======== RECORDS FOR THIS TASK

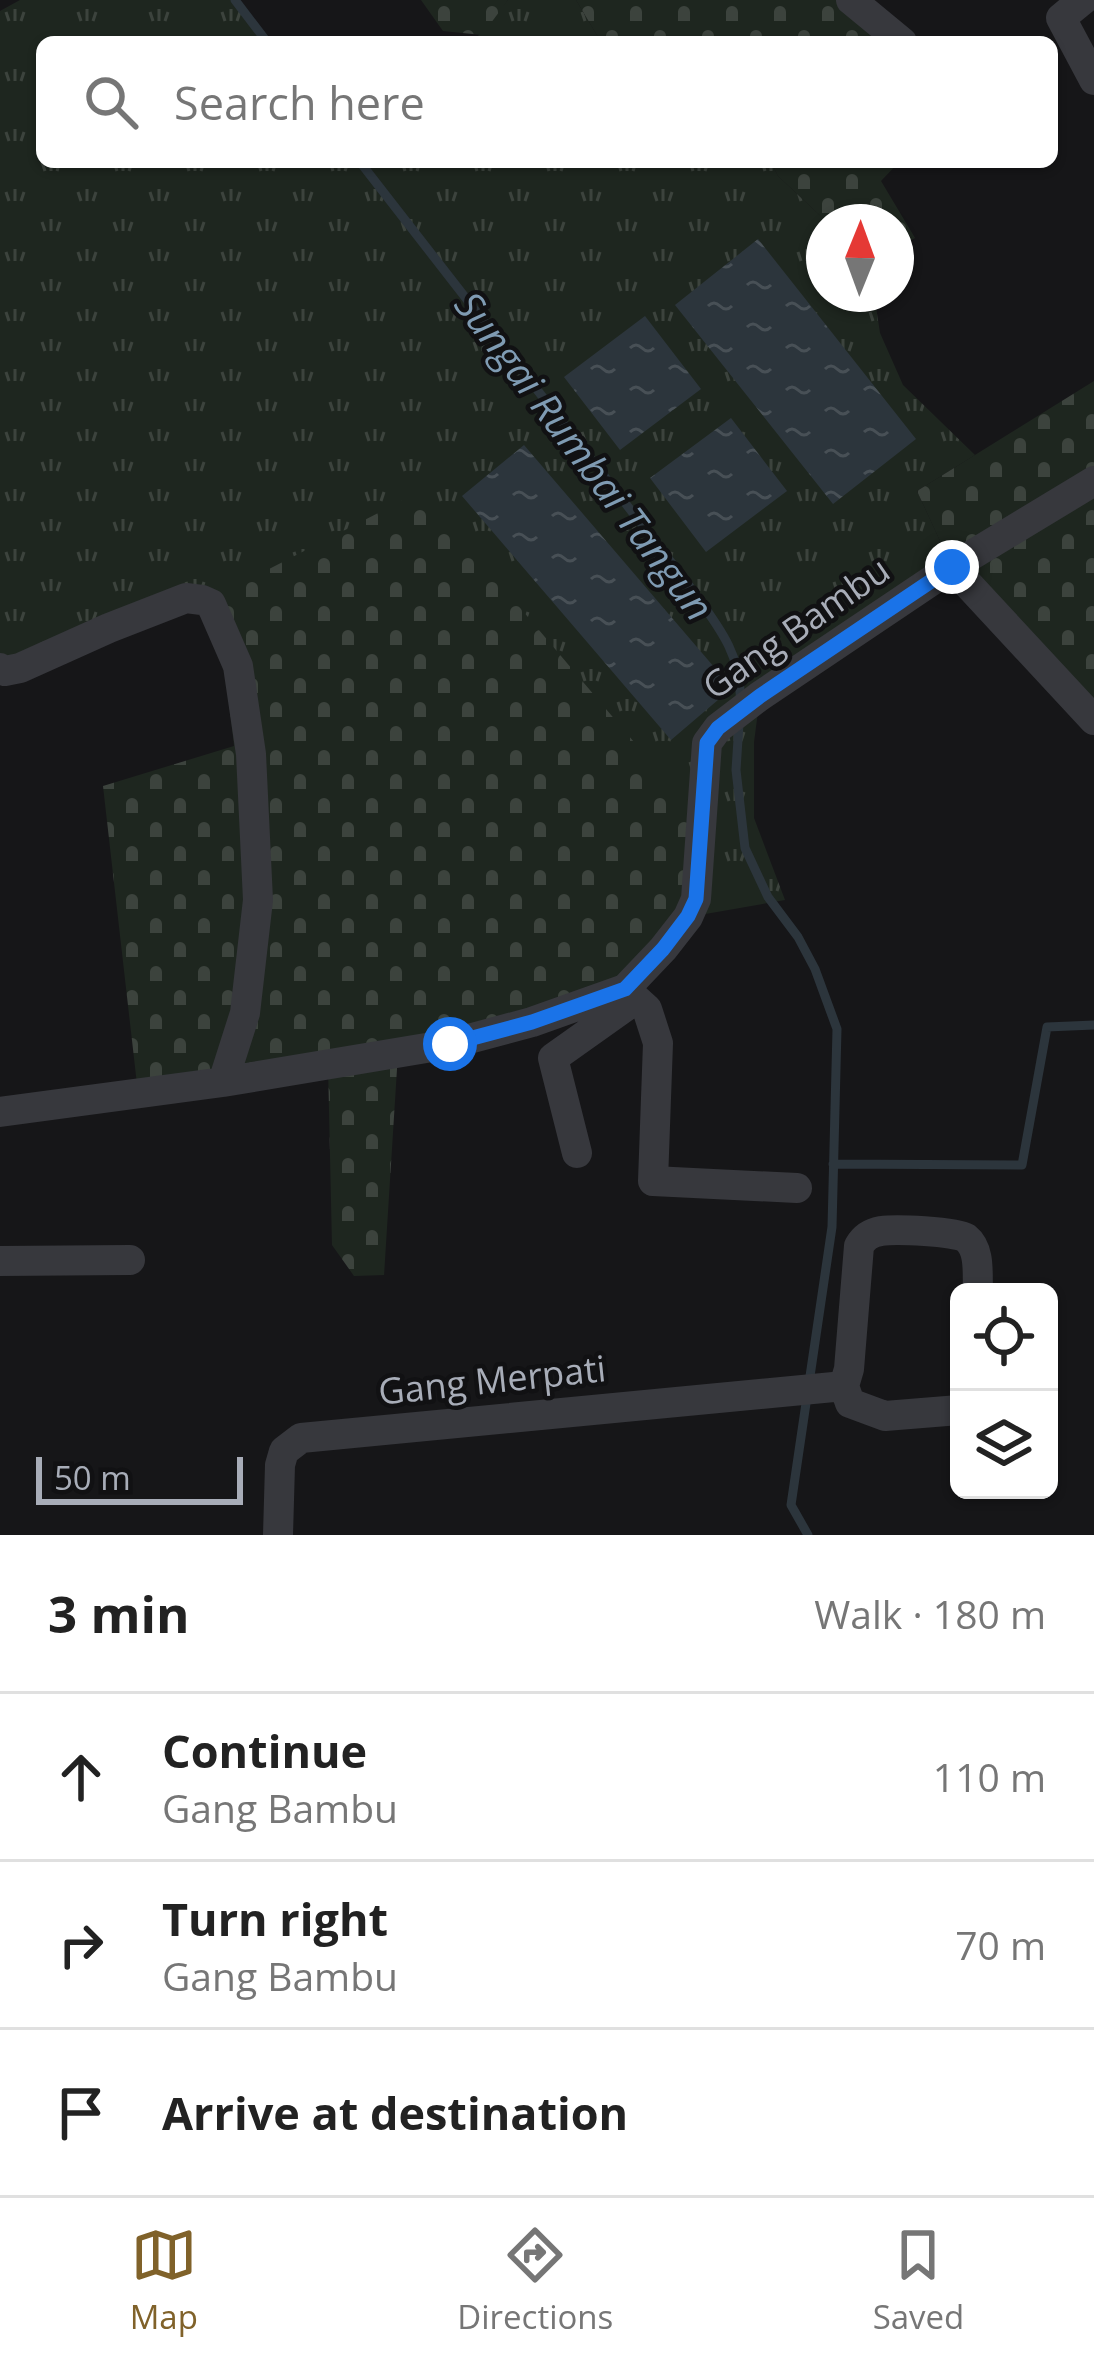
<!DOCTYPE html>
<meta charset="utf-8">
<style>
:root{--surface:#fff;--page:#f6f6f6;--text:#222;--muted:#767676;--line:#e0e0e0;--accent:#80622a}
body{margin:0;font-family:"Open Sans",sans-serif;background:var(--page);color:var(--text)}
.controls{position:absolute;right:36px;bottom:36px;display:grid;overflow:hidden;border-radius:18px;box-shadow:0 3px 9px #0004}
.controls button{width:108px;height:108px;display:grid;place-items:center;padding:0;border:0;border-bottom:3px solid var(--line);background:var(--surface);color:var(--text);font:60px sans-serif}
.compass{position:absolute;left:806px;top:204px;width:108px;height:108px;border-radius:50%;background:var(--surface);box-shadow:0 3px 9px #0004;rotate:1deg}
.scale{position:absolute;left:36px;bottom:30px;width:207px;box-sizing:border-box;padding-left:12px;border:6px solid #a8adb8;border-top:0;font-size:33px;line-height:42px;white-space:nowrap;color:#a8adb8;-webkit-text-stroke:9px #111113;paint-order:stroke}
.stop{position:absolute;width:36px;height:36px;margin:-27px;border:9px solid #1a73e8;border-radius:50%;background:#fff}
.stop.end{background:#1a73e8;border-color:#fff;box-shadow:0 3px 12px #0008}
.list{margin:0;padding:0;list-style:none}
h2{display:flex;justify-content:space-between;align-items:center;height:156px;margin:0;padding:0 48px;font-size:51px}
h2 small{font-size:39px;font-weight:400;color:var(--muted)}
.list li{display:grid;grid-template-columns:78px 1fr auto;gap:36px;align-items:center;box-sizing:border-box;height:168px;padding:0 48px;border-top:3px solid var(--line)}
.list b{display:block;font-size:45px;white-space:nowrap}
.list p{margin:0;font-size:39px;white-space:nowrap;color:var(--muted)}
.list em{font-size:39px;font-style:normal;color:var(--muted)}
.icon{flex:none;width:66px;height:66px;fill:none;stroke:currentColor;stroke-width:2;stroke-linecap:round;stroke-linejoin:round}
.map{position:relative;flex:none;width:1094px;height:1535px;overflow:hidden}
.search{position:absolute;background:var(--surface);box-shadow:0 3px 9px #0004;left:36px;right:36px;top:36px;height:132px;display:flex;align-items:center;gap:30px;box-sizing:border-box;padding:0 42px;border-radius:18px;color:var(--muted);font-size:45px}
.sheet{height:660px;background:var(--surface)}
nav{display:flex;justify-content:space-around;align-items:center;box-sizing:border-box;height:168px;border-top:3px solid var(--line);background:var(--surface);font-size:33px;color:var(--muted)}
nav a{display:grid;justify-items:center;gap:6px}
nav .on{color:var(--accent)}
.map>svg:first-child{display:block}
.grass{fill:url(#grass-tufts)}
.cemetery{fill:url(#cemetery-stones)}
.water{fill:url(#water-ripples)}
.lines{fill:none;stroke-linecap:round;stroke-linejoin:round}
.stream{stroke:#2c353c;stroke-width:9}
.minor{stroke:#37383d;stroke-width:30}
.route{stroke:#1a73e8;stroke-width:15}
.labels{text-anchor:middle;stroke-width:9;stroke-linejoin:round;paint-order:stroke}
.street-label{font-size:36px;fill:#a8adb8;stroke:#111113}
.water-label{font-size:39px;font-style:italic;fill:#7f9bb3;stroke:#111113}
</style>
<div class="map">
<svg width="1094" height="1535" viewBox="0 0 1094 1535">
<defs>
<pattern id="grass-tufts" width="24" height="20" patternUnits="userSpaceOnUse" patternTransform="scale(3)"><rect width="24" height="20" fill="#1e261f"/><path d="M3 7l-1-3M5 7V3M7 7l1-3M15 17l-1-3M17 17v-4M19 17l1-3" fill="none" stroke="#3c433d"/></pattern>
<pattern id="cemetery-stones" width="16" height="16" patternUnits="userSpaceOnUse" patternTransform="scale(3)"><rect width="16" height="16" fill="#1e261f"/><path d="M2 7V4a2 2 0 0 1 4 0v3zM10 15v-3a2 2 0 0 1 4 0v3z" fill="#3c433d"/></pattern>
<pattern id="water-ripples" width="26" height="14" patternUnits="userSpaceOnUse" patternTransform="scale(3)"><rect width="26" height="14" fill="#2c353c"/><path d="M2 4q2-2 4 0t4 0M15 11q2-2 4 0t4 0" fill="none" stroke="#485056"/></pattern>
</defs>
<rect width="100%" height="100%" fill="#161618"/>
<path class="grass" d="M 20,0 L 235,0 L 267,42 L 42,42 L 42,162 L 771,162 L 778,176 L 827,222 L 824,222 L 824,294 L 874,294 L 880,333 L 903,385 L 975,455 L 917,491 L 952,567 L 760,696 L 754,742 L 754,818 L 785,900 L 688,917 L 201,604 L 0,673 L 0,11 Z
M 508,0 L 576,0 L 601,42 L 473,42 Z"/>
<path class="cemetery" d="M 421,0 L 508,0 L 482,35 L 443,31 Z
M 576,0 L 851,0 L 902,42 L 601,42 Z
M 771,162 L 899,162 L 881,181 L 915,238 L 896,248 L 896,222 L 827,222 L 778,176 Z
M 1094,381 L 1094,706 L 952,567 L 917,491 Z
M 421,491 L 701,821 L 696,899 L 625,989 L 398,1053 L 384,1275 L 354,1276 L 332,1245 L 328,1065 L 138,1093 L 103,786 L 234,746 L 225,665 L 201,604 Z"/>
<path class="water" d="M 758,239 L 916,439 L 833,504 L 675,305 Z
M 645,316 L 701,389 L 620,450 L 564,377 Z
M 731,418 L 787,491 L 706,552 L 650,478 Z
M 524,445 L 732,688 L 671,740 L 462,496 Z"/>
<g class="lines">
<path class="stream" d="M 235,0 L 267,42
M 360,162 L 685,580 C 712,619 743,651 740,701
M 739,724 L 736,770 L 745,848 L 768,897 L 798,937 L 815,969 L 837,1029 L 832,1227 L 791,1505 L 808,1535
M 833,1164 L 1022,1165 L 1047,1027 L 1094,1025"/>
<path class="minor" d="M 851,0 L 902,42
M 1083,0 L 1061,18 L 1094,80
M 952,567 L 1094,720
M 0,668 L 5,671 L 20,668 L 109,628 L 186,598 L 202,600 L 211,604 L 238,666 L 251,754 L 258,900 L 245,1013 L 223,1082
M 625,989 L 647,1009 L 658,1043 L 653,1181 L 797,1188
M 0,1112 L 223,1082 L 450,1044 L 532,1022 L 625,989 L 663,949 L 688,917 L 696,899 L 707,743 L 718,728 L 760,696 L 952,567 L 1094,481
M 577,1153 L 553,1058 L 636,999
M 0,1261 L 130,1260
M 844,1386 L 850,1403 L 885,1416 L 959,1410
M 278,1535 L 280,1465 L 284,1451 L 301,1438 L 844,1386 L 849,1369 L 859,1246 C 864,1237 870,1233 881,1231 C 895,1229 955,1231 966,1238 C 981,1250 977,1275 978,1292"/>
</g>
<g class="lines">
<path class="route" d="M 450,1044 L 532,1022 L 625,989 L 663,949 L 688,916 L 696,899 L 707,743 L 718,728 L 760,696 L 952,567"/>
</g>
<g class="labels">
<g class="street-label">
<text transform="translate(796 628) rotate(-35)" y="13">Gang Bambu</text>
<text transform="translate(492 1380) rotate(-6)" y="13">Gang Merpati</text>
</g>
<g class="water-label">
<text transform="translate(584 456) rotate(53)" y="14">Sungai Rumbai Tangun</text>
</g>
</g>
</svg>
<div class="controls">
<button><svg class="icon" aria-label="locate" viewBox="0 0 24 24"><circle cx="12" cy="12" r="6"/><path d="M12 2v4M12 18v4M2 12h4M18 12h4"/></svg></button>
<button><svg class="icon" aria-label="layers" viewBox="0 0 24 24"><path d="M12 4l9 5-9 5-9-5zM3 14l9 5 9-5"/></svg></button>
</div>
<svg class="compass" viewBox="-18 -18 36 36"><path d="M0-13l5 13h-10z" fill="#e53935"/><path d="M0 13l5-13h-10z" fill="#767676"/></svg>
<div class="scale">50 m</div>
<div class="stop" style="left:450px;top:1044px"></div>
<div class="stop end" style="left:952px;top:567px"></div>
<div class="search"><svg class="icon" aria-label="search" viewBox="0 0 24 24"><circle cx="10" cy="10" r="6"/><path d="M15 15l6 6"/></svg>Search here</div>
</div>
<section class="sheet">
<h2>3 min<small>Walk · 180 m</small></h2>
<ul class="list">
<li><svg class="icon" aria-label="ahead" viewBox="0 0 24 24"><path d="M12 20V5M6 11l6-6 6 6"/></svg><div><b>Continue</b><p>Gang Bambu</p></div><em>110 m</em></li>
<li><svg class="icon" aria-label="right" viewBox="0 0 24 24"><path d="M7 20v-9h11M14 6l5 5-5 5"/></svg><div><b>Turn right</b><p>Gang Bambu</p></div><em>70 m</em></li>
<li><svg class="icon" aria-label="arrive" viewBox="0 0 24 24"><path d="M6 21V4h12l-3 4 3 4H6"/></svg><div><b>Arrive at destination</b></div></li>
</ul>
</section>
<nav>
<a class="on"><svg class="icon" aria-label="map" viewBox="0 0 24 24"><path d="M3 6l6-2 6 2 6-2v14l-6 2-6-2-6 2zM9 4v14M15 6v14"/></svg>Map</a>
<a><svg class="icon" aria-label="directions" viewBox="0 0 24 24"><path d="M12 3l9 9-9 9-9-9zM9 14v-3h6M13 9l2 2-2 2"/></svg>Directions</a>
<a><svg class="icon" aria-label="saved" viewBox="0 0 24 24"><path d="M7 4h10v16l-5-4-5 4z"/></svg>Saved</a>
</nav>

================

● **WHAT TO WORK ON**
Show each line from the listing above that includes the word "compass".

● **TASK OUTPUT**
.compass{position:absolute;left:806px;top:204px;width:108px;height:108px;border-radius:50%;background:var(--surface);box-shadow:0 3px 9px #0004;rotate:1deg}
<svg class="compass" viewBox="-18 -18 36 36"><path d="M0-13l5 13h-10z" fill="#e53935"/><path d="M0 13l5-13h-10z" fill="#767676"/></svg>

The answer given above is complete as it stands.